Regulators reviewed LendUp's practices between 2012, the year the company was founded, and 2014. In a statement, Chief Executive Sasha Orloff said the company's youth played a role.

"These regulatory actions address legacy issues that mostly date back to our early days as a company, when we were a seed-stage startup with limited resources and as few as five employees," Orloff said. "In those days we didn't have a fully built out compliance department. We should have."

Though a "move fast, make mistakes" ethos is common in Silicon Valley, it's not looked kindly upon by regulators. Cordray, in his statement, said youth is not an excuse.

"Start-ups are just like established companies in that they must treat consumers fairly and comply with the law," he said.

Along with overcharging customers because of miscalculated interest and illegal fees, LendUp also misled borrowers about how the company's loans could help improve their credit scores and lead to lower-rate loans in the future, the CFPB said.

The regulator found that LendUp promised to report information to credit bureaus, but only started doing so in 2014, more than a year after the company started making loans.

What's more, the CFPB said LendUp's advertising was misleading, claiming that repeat borrowers could get larger, lower-rate loans.
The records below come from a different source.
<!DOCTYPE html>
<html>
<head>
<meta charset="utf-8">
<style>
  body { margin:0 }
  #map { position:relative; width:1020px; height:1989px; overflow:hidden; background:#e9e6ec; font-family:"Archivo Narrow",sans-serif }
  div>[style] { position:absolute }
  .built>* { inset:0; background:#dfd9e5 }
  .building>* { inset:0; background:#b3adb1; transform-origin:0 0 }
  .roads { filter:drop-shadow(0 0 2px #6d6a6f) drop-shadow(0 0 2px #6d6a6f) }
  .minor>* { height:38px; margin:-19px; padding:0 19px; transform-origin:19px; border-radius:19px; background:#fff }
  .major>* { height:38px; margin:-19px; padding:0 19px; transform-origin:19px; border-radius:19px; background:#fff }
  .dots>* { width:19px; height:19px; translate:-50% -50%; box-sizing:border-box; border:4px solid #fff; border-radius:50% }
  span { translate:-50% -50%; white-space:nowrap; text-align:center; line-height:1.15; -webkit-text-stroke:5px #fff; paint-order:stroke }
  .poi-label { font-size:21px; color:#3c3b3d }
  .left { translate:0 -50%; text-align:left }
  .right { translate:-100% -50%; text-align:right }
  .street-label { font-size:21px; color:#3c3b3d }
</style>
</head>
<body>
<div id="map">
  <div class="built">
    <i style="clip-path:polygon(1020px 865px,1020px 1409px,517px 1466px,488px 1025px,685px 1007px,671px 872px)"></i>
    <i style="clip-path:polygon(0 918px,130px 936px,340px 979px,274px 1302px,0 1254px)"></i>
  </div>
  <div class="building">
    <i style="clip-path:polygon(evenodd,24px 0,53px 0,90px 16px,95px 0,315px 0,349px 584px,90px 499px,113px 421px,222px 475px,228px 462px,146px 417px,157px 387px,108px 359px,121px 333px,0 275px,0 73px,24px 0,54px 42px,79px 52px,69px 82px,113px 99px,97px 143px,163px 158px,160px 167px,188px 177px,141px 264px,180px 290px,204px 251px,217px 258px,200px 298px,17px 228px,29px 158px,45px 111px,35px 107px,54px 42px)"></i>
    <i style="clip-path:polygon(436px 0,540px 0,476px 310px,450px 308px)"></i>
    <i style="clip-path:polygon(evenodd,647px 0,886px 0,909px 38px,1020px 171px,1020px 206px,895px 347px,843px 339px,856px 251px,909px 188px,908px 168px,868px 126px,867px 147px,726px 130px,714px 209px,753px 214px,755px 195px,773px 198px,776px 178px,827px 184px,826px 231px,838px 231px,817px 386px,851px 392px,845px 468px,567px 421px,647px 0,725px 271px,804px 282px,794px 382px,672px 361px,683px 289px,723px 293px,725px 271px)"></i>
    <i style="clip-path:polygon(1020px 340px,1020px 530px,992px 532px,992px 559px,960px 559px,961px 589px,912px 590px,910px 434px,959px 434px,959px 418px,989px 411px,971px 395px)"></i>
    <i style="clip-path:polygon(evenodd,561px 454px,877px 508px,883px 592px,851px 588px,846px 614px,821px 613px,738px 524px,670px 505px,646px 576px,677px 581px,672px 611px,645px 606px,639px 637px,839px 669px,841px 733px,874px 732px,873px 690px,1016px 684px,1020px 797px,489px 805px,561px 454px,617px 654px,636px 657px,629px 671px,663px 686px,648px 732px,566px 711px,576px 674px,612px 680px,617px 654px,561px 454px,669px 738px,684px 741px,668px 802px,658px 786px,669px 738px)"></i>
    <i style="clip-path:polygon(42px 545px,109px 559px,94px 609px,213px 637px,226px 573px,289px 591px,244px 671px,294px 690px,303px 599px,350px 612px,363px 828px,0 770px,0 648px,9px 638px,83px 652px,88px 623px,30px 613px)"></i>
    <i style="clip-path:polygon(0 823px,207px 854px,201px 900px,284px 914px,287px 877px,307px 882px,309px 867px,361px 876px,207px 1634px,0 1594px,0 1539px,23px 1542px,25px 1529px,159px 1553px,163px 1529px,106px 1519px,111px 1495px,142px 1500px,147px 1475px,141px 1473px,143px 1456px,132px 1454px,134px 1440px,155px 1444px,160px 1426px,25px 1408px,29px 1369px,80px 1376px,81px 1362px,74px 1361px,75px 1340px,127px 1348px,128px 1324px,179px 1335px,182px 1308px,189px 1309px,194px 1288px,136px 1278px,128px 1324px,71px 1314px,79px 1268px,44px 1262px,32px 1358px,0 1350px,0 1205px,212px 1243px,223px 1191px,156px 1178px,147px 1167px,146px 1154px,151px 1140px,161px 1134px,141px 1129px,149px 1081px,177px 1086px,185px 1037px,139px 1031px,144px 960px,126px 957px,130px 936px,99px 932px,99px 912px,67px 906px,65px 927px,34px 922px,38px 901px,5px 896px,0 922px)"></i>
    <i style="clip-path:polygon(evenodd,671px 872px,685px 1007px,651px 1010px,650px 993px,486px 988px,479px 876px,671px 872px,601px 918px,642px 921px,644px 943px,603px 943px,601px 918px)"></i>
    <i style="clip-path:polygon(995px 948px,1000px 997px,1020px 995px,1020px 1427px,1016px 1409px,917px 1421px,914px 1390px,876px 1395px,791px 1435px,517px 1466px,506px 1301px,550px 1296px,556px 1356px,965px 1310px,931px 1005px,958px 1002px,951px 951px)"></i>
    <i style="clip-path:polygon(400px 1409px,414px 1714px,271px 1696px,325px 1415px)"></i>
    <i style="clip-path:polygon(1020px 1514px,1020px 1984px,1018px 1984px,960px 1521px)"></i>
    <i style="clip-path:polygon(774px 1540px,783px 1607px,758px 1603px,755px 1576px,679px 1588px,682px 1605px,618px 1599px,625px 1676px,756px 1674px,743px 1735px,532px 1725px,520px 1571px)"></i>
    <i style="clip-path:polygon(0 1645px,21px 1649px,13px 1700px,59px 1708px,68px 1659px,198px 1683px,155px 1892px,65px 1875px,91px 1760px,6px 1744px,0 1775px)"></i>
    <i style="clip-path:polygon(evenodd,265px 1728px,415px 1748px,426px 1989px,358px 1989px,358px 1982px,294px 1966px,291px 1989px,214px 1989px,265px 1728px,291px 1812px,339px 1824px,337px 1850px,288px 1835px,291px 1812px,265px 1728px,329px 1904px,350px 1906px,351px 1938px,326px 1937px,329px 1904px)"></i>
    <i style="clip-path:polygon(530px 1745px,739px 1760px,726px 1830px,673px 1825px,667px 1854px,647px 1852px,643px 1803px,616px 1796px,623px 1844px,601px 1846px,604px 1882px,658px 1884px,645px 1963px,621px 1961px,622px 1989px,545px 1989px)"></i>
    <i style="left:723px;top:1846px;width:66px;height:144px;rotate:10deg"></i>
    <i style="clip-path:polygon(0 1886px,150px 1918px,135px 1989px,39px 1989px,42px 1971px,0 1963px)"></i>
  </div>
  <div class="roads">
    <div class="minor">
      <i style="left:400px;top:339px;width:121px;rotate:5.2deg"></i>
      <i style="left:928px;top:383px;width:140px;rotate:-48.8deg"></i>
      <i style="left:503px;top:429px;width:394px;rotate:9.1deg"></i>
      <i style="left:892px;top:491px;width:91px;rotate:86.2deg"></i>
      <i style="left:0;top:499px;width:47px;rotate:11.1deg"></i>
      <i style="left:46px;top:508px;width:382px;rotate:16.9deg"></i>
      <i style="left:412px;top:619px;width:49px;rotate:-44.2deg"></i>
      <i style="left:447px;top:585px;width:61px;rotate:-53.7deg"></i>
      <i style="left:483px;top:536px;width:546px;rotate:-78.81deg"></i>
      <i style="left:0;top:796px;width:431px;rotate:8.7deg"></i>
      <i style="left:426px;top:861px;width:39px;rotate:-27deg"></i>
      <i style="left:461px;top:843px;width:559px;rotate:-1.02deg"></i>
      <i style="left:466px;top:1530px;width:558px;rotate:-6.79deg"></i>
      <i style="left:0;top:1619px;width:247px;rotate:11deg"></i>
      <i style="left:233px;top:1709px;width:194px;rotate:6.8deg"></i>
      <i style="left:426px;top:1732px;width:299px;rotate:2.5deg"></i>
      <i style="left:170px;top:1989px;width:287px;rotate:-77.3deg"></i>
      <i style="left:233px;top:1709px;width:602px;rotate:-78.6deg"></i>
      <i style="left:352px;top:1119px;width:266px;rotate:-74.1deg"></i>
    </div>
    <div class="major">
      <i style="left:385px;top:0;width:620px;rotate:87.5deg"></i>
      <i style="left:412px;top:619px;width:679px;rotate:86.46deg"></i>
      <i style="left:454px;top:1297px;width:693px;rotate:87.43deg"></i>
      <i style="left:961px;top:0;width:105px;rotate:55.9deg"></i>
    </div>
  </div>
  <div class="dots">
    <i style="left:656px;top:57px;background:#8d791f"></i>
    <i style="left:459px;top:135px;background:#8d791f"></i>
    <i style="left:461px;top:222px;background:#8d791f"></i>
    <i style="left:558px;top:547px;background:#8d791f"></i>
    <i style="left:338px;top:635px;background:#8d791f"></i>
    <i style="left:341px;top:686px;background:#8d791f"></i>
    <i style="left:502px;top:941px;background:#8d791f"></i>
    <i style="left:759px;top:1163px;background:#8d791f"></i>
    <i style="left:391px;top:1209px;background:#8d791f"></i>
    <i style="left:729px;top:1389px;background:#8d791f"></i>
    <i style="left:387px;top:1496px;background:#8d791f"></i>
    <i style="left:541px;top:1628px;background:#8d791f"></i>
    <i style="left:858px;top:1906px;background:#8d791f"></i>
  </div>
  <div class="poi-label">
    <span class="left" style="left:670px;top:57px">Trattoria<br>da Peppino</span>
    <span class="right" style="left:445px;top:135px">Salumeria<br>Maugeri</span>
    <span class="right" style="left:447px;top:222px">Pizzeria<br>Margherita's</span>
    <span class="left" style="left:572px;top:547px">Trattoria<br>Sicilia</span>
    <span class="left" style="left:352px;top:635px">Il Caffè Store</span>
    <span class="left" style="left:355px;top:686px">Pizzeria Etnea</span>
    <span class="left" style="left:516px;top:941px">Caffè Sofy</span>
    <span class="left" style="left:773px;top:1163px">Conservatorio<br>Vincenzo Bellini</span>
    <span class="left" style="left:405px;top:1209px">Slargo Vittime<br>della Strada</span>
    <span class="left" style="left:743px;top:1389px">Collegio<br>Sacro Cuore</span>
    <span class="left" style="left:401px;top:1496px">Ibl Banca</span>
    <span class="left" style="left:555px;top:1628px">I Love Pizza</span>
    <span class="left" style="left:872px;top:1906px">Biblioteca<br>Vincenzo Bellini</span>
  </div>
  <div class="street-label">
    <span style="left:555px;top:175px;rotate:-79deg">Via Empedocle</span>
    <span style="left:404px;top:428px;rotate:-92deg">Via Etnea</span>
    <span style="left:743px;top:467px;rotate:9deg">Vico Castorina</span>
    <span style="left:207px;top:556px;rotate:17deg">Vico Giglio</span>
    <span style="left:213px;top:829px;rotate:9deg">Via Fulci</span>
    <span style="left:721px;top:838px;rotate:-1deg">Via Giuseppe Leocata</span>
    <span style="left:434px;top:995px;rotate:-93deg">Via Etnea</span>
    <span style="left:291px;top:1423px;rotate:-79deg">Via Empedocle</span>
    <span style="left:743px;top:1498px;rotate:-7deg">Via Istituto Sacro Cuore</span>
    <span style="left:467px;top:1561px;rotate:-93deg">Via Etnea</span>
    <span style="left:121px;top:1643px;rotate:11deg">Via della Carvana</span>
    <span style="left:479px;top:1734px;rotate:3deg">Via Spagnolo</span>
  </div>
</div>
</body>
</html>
Between 2012 and 2015, the company made that claim nationwide, even though the lower-rate loans were available only to customers in California.

LendUp has grown quickly over the last few years, issuing $22.3 million in loans in California last year, more than doubling 2014's figure.

The company makes online payday loans -- up to $250, paid back with a single payment after no more than a month -- with rates that can top 600%, as well as larger loans of up to $500 that carry lower rates and are paid back over a few months.